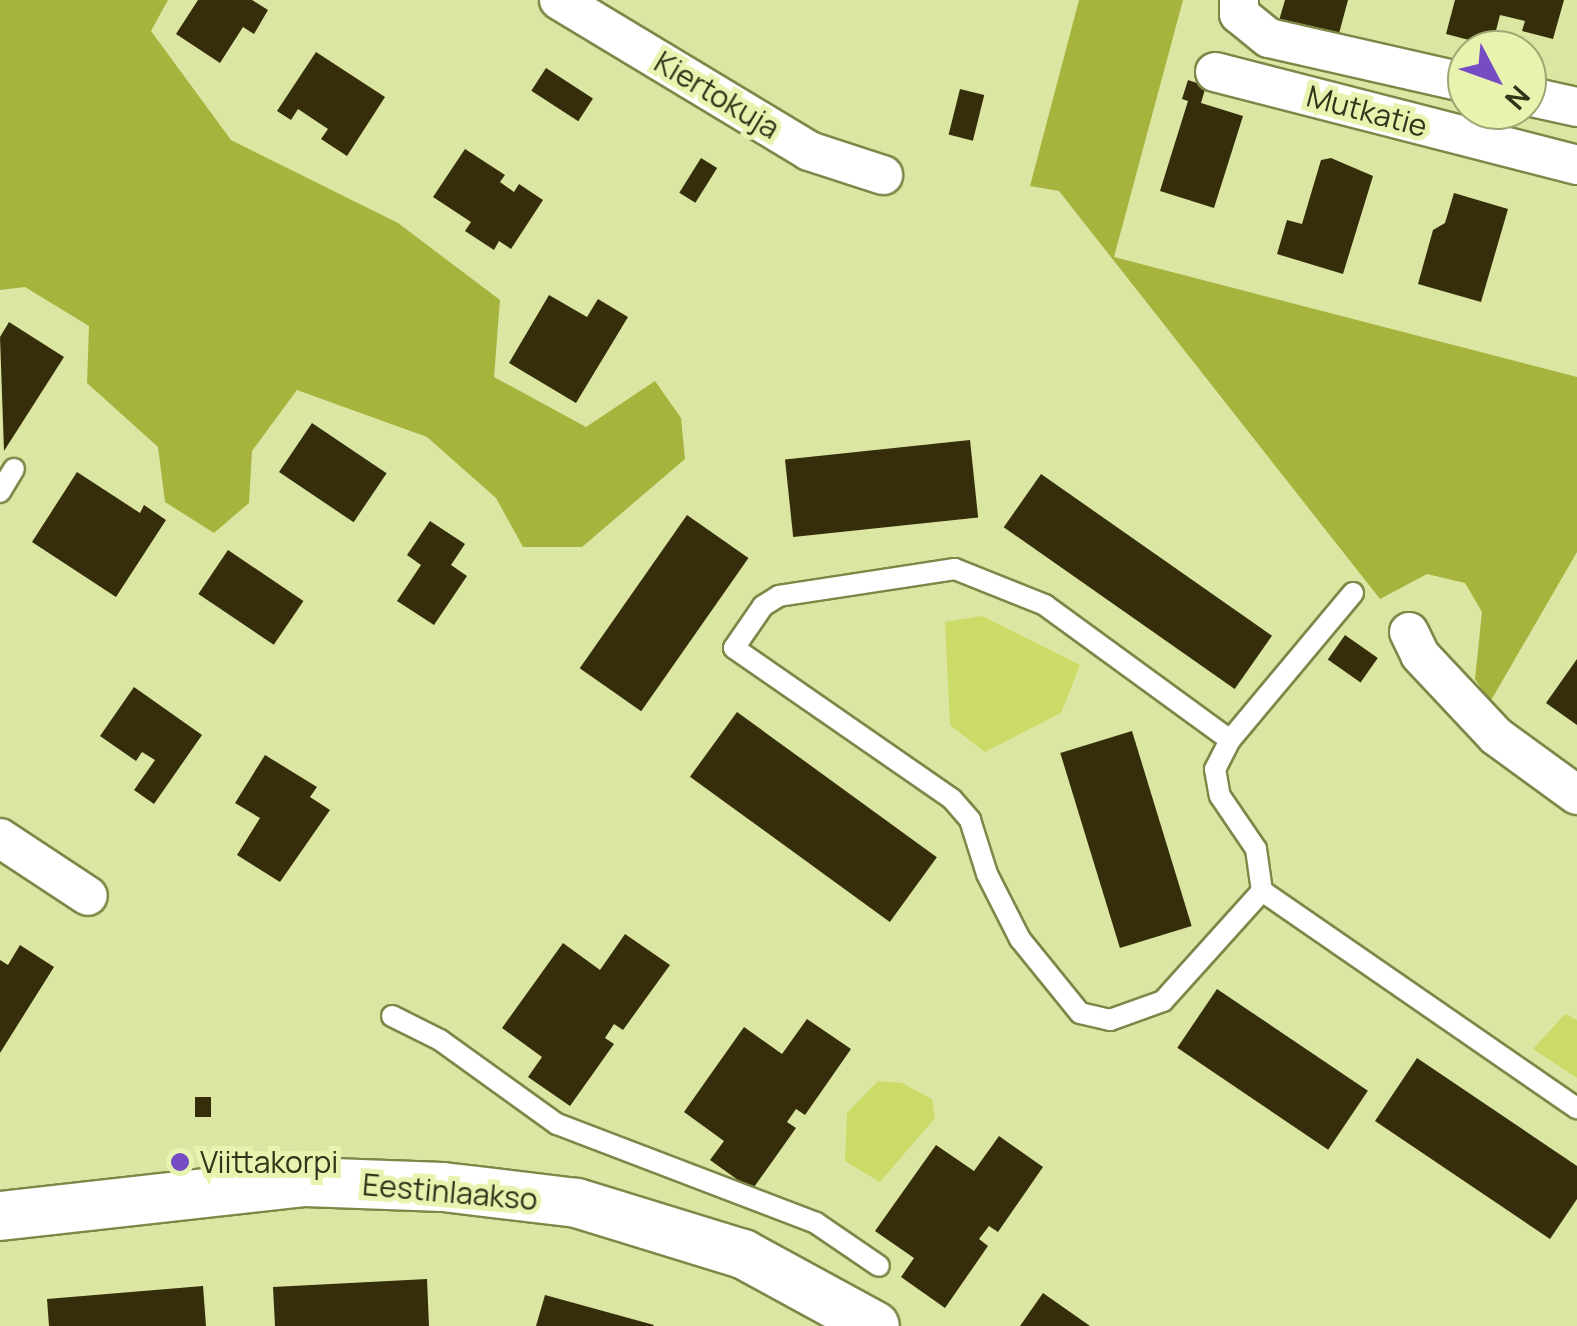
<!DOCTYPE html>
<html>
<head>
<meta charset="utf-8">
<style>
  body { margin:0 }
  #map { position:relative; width:1577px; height:1326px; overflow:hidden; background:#dbe6a3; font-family:Manrope,sans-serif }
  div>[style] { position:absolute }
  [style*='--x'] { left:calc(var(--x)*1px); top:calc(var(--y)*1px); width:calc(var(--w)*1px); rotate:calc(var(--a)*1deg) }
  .green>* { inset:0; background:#ccdb68 }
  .forest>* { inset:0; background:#a6b43e }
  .building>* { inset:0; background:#362e0a; transform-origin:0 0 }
  .roads { filter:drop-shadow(2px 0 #7e8748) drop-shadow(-2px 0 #7e8748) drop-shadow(0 2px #7e8748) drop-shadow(0 -2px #7e8748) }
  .service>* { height:20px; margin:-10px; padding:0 10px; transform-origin:10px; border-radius:10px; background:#fff }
  .minor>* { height:38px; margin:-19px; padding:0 19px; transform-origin:19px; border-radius:19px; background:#fff }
  .tertiary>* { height:48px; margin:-24px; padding:0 24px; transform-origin:24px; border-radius:24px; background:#fff }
  .dots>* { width:28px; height:28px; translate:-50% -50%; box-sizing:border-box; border:5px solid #e8f3b0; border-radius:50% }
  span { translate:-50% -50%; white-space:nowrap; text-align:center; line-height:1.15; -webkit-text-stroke:10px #e8f3b0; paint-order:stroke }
  .street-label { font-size:30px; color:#303419 }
  .poi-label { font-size:30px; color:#303419 }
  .left { translate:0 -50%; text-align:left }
  .north { position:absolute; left:1447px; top:30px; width:100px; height:100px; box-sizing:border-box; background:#e8f3b0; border:2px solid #9ea774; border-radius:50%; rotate:131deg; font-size:28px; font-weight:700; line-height:40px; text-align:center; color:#303419 }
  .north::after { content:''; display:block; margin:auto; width:35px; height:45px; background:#764cc5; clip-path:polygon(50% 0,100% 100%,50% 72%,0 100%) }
</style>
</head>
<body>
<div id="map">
  <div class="green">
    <i style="clip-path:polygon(982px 616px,1080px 665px,1061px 713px,985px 752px,950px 725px,945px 622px)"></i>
    <i style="clip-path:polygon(1565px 1014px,1577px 1020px,1577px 1078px,1533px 1049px)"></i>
    <i style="clip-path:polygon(878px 1081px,902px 1083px,932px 1099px,935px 1118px,880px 1182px,845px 1161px,847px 1113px)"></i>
  </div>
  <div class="forest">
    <i style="clip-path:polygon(0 0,168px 0,151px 31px,231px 140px,398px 223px,500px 300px,494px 377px,586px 427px,655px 381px,681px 418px,685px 459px,582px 547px,523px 547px,496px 498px,427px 437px,297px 390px,252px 451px,249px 503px,214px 533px,165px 502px,158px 447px,87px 383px,89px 326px,25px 287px,0 290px)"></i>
    <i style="clip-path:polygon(1079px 0,1183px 0,1114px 257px,1577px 377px,1577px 552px,1490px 702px,1475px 679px,1482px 612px,1465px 583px,1427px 574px,1380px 599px,1059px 191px,1030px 186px)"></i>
  </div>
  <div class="building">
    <i style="clip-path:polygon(198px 0,252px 0,268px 10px,254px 34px,243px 27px,220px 63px,176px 34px)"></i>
    <i style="clip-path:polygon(1285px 0,1348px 0,1337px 41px,1278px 24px)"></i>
    <i style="clip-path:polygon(1455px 0,1564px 0,1553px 39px,1522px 31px,1525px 21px,1500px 15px,1492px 46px,1446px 34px)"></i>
    <i style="clip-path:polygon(316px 52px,385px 97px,347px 156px,321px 139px,328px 129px,298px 109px,291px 120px,277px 111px)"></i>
    <i style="left:546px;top:68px;width:56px;height:27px;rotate:33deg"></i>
    <i style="clip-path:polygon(1188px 80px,1206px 86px,1201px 103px,1243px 116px,1214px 208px,1160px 191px,1188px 101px,1182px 99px)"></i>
    <i style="left:960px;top:89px;width:25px;height:47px;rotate:14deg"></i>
    <i style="clip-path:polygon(465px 149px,505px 175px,500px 182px,514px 192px,519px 184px,543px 200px,511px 249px,499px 241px,494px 250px,465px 231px,471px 222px,433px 197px)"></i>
    <i style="left:701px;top:158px;width:19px;height:41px;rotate:32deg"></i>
    <i style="clip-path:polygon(1331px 158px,1373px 176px,1343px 274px,1277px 254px,1287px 220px,1302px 224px,1321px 160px)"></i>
    <i style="clip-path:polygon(1454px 193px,1508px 209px,1481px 302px,1418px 284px,1433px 230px,1445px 223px)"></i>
    <i style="clip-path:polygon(549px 295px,587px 317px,598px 299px,628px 317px,576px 403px,509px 363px)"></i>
    <i style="clip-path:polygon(9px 322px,64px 357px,4px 451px,0 337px)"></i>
    <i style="left:312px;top:423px;width:90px;height:59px;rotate:34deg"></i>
    <i style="left:970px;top:440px;width:78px;height:186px;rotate:84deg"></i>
    <i style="clip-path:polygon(77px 472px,140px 513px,144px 505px,166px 520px,116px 597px,32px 542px)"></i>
    <i style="left:1041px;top:474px;width:282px;height:65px;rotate:35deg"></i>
    <i style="left:687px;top:515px;width:75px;height:187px;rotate:35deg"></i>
    <i style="clip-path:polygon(430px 521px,465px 544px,451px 565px,467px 576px,434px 625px,397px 601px,421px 565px,407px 555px)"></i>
    <i style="left:228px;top:550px;width:91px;height:53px;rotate:34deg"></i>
    <i style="left:1345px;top:635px;width:40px;height:30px;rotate:35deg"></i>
    <i style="clip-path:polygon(1577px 659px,1577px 725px,1546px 703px)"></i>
    <i style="clip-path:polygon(134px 687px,202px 735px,154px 804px,134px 790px,155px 760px,142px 752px,136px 761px,100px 736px)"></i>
    <i style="left:737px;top:712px;width:247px;height:80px;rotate:36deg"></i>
    <i style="left:1132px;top:731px;width:204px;height:75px;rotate:73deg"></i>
    <i style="clip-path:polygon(265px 755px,317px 787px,310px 797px,330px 810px,280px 882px,237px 855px,260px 818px,235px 803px)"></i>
    <i style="clip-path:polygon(625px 934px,670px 965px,623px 1030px,614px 1024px,605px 1038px,614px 1044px,570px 1106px,528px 1077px,542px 1057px,502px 1028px,563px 943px,600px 970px)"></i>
    <i style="clip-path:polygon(20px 945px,54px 967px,0 1053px,0 960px,8px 965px)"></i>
    <i style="left:1217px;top:989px;width:182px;height:71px;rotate:34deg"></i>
    <i style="clip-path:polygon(807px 1019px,851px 1049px,805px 1115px,796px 1109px,787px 1122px,796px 1128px,752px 1190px,710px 1160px,724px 1141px,684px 1112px,744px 1027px,782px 1054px)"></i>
    <i style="clip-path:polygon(1417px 1058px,1577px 1166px,1577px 1199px,1550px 1239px,1375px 1121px)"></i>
    <i style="left:195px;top:1097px;width:16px;height:20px"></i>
    <i style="clip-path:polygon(999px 1136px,1043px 1167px,998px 1232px,989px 1226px,979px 1239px,988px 1246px,945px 1308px,901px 1277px,914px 1258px,875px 1231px,936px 1145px,974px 1171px)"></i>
    <i style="clip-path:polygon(427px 1279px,429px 1326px,275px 1326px,273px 1287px)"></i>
    <i style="clip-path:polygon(203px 1286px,206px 1326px,49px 1326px,47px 1299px)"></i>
    <i style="clip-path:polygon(1043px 1293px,1090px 1326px,1020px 1326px)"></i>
    <i style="clip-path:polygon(545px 1295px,654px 1325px,653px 1326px,536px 1326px)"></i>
  </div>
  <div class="roads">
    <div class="service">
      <i style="--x:0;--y:492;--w:27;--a:-59"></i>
      <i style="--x:1353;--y:593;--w:192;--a:129.9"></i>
      <i style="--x:1230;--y:740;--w:229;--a:-143.9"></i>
      <i style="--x:1045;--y:605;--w:97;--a:-158.2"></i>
      <i style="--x:955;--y:569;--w:178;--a:171.3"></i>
      <i style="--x:779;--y:596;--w:19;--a:148"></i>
      <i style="--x:763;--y:606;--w:51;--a:124.6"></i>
      <i style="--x:734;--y:648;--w:265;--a:34.7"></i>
      <i style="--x:952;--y:799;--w:28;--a:49"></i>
      <i style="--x:970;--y:820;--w:57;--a:72.5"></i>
      <i style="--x:987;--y:874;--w:73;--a:63.1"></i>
      <i style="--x:1020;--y:939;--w:95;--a:51"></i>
      <i style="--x:1080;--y:1013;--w:31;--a:13"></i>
      <i style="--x:1110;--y:1020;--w:56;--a:-19.7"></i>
      <i style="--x:1163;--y:1001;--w:148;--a:-48"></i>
      <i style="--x:1262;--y:891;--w:383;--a:34.6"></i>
      <i style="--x:1230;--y:740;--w:33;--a:117"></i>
      <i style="--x:1215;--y:769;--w:27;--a:80"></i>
      <i style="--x:1220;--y:796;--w:64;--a:55.8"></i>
      <i style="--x:1256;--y:849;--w:42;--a:81.9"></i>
      <i style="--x:392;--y:1016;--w:54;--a:26.6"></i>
      <i style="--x:440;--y:1040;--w:144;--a:35.7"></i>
      <i style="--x:557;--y:1124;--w:277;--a:20.9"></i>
      <i style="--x:816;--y:1223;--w:76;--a:34.3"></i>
    </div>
    <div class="minor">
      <i style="--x:559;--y:0;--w:292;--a:31.1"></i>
      <i style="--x:809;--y:151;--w:78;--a:18"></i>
      <i style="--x:1239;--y:0;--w:14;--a:90"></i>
      <i style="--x:1239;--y:14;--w:38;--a:39"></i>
      <i style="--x:1269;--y:38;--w:203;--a:12.8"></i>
      <i style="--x:1215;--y:72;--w:374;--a:14.4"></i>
      <i style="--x:1527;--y:96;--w:51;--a:12.4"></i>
      <i style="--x:1409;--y:632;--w:25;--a:64"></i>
      <i style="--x:1420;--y:655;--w:111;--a:46.8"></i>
      <i style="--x:1496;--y:736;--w:100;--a:36.1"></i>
      <i style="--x:0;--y:838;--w:105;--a:33.4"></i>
    </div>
    <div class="tertiary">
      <i style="--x:0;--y:1216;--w:307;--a:-6.4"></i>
      <i style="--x:305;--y:1182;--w:138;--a:2.1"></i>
      <i style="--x:443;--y:1187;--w:135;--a:6.8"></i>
      <i style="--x:577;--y:1203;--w:174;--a:17.1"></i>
      <i style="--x:743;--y:1254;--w:150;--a:28.6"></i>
    </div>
  </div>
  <div class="dots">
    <i style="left:180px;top:1162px;background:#764cc5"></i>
  </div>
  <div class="street-label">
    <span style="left:717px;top:95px;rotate:31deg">Kiertokuja</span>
    <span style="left:1367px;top:111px;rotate:15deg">Mutkatie</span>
    <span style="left:450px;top:1192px;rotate:5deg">Eestinlaakso</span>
  </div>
  <div class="poi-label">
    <span class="left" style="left:200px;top:1162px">Viittakorpi</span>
  </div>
  <div class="north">N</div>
</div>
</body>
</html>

────────

Reproduce only the lines of the records from the start up to and including the line that holds "filter:drop-shadow(2px 0 #7e8748)"; do not carry over any picture.

<!DOCTYPE html>
<html>
<head>
<meta charset="utf-8">
<style>
  body { margin:0 }
  #map { position:relative; width:1577px; height:1326px; overflow:hidden; background:#dbe6a3; font-family:Manrope,sans-serif }
  div>[style] { position:absolute }
  [style*='--x'] { left:calc(var(--x)*1px); top:calc(var(--y)*1px); width:calc(var(--w)*1px); rotate:calc(var(--a)*1deg) }
  .green>* { inset:0; background:#ccdb68 }
  .forest>* { inset:0; background:#a6b43e }
  .building>* { inset:0; background:#362e0a; transform-origin:0 0 }
  .roads { filter:drop-shadow(2px 0 #7e8748) drop-shadow(-2px 0 #7e8748) drop-shadow(0 2px #7e8748) drop-shadow(0 -2px #7e8748) }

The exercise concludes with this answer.